▸ **Action item**
Find the word "CIBC" in the material below and gather every line that contains it.

▸ **Dataset entries**

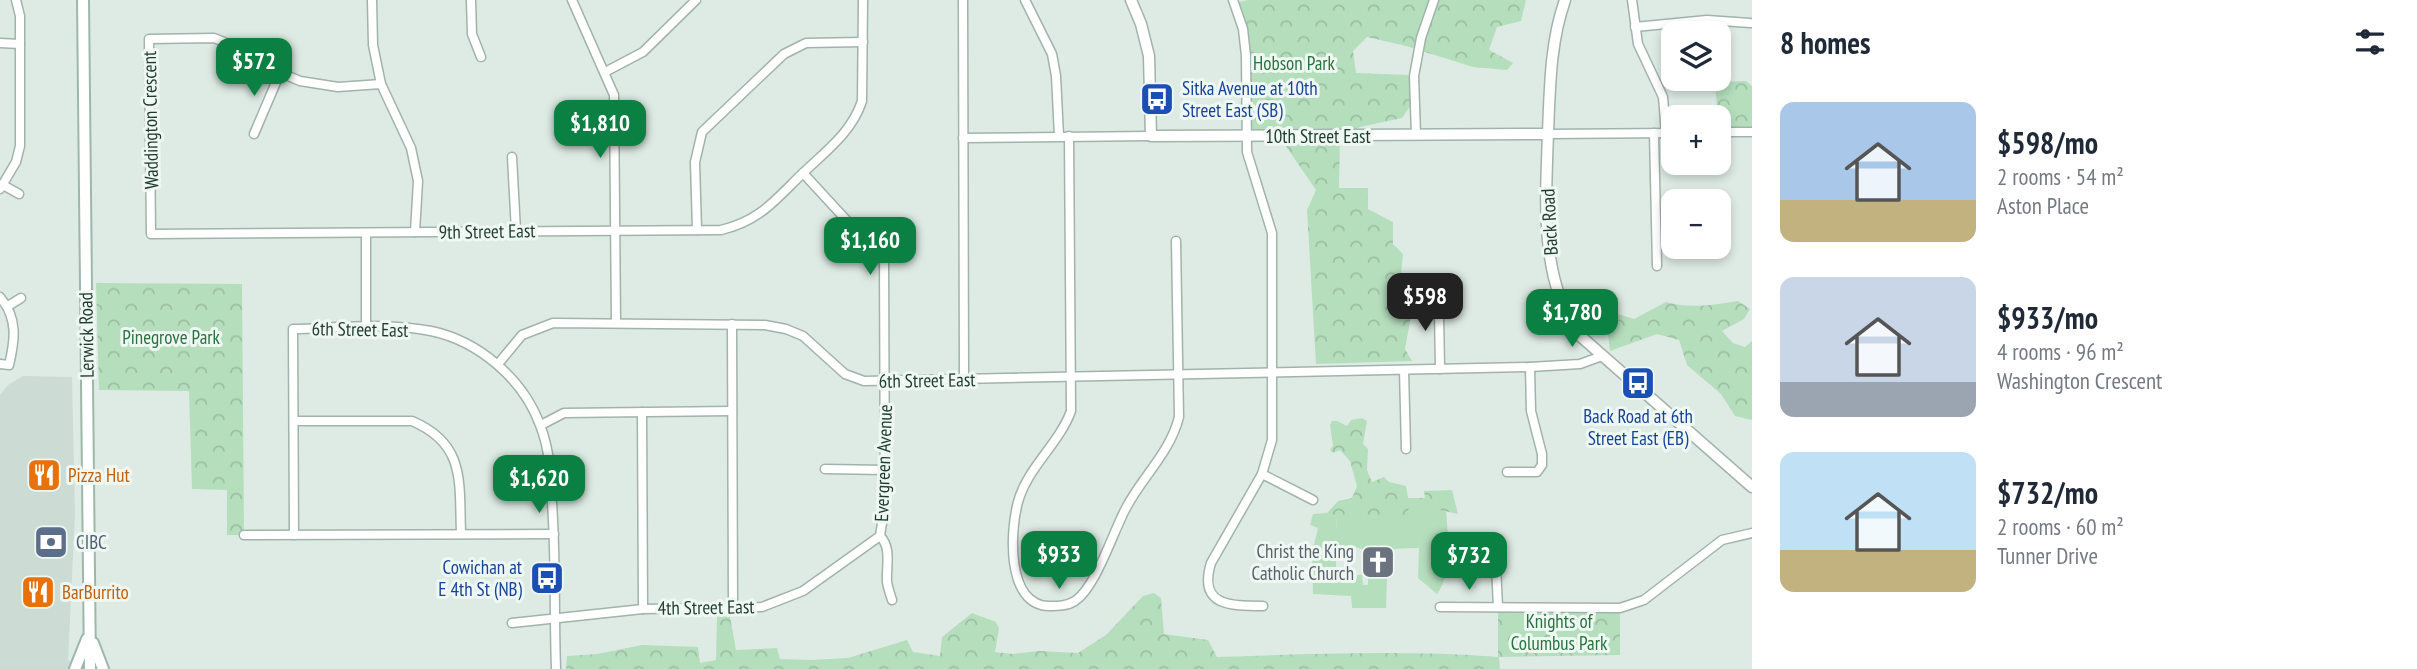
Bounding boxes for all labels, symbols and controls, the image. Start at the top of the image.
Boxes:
map controls [1661,21,1731,259]
button: layers [1661,21,1731,91]
text: 8 homes [1780,23,1871,62]
icon: filters [2351,23,2389,61]
pin: $572 [213,38,295,98]
text: $572 [232,46,276,75]
street label: Waddington Crescent [137,50,163,189]
park label: Hobson Park [1253,51,1336,75]
place label: Sitka Avenue at 10th Street East (SB) [1182,76,1318,122]
bus stop icon: Sitka Avenue at 10th Street East (SB) [1138,80,1176,118]
pin: $1,810 [543,100,657,160]
button: + [1661,105,1731,175]
text: $1,810 [570,108,630,137]
text: $598/mo [1997,123,2098,162]
street label: 10th Street East [1265,124,1372,148]
icon: home [1836,130,1920,214]
text: 2 rooms · 54 m² [1997,162,2124,191]
street label: Back Road [1535,188,1563,256]
button: − [1661,189,1731,259]
text: Aston Place [1997,191,2089,220]
street label: 9th Street East [438,218,536,244]
pin: $1,160 [813,218,927,277]
text: $1,160 [840,225,900,254]
pin: $598 [1384,274,1466,333]
text: $598 [1403,281,1447,310]
pin: $1,780 [1515,290,1629,349]
street label: Lerwick Road [73,292,99,378]
text: $1,780 [1542,297,1602,326]
text: $933/mo [1997,298,2098,337]
icon: home [1836,305,1920,389]
street label: 6th Street East [311,316,409,342]
park label: Pinegrove Park [122,325,220,349]
text: 4 rooms · 96 m² [1997,337,2124,366]
bus stop icon: Back Road at 6th Street East (EB) [1619,364,1657,402]
text: Washington Crescent [1997,366,2162,395]
street label: 6th Street East [878,367,976,393]
street label: Evergreen Avenue [869,404,897,522]
place label: Back Road at 6th Street East (EB) [1583,404,1693,450]
restaurant icon: Pizza Hut [25,456,63,494]
pin: $1,620 [482,456,596,515]
place label: Pizza Hut [68,463,130,487]
text: $1,620 [509,463,569,492]
text: $732/mo [1997,473,2098,512]
icon: home [1836,480,1920,564]
text: 2 rooms · 60 m² [1997,512,2124,541]
bank icon: CIBC [32,523,70,561]
place label: CIBC [76,530,107,554]
pin: $933 [1018,532,1100,591]
pin: $732 [1428,532,1510,592]
text: $933 [1037,539,1081,568]
place label: Christ the King Catholic Church [1252,539,1354,585]
text: $732 [1447,540,1491,569]
text: Tunner Drive [1997,541,2098,570]
church icon: Christ the King Catholic Church [1359,543,1397,581]
place label: Cowichan at E 4th St (NB) [438,555,523,601]
bus stop icon: Cowichan at E 4th St (NB) [528,559,566,597]
restaurant icon: BarBurrito [19,573,57,611]
place label: BarBurrito [62,580,129,604]
street label: 4th Street East [657,594,755,620]
park label: Knights of Columbus Park [1511,609,1608,655]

▸ **Response to the exercise**
bank icon: CIBC [32,523,70,561]
place label: CIBC [76,530,107,554]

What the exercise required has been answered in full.